▶ _PROBLEM STATEMENT_: Below are some records; reproduce every one of them exactly.

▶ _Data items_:
- - - - - - -
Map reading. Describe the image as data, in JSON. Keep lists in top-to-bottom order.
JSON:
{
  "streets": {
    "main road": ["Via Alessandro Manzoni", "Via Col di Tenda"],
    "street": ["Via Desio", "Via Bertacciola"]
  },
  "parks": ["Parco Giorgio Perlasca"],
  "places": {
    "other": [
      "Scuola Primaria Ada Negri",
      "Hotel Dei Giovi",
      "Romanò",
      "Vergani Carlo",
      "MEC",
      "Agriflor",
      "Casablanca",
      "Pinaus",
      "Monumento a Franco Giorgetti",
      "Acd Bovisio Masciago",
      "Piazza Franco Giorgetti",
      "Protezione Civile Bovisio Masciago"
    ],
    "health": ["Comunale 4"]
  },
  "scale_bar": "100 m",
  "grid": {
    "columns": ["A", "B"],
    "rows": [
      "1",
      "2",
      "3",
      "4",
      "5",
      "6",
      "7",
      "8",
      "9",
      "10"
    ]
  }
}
- - - - - - -
▶ _PROBLEM SOLUTION_:
Map reading. Describe the image as data, in JSON. Keep lists in top-to-bottom order.
JSON:
{
  "streets": {
    "main road": ["Via Alessandro Manzoni", "Via Col di Tenda"],
    "street": ["Via Desio", "Via Bertacciola"]
  },
  "parks": ["Parco Giorgio Perlasca"],
  "places": {
    "other": [
      "Scuola Primaria Ada Negri",
      "Hotel Dei Giovi",
      "Romanò",
      "Vergani Carlo",
      "MEC",
      "Agriflor",
      "Casablanca",
      "Pinaus",
      "Monumento a Franco Giorgetti",
      "Acd Bovisio Masciago",
      "Piazza Franco Giorgetti",
      "Protezione Civile Bovisio Masciago"
    ],
    "health": ["Comunale 4"]
  },
  "scale_bar": "100 m",
  "grid": {
    "columns": ["A", "B"],
    "rows": [
      "1",
      "2",
      "3",
      "4",
      "5",
      "6",
      "7",
      "8",
      "9",
      "10"
    ]
  }
}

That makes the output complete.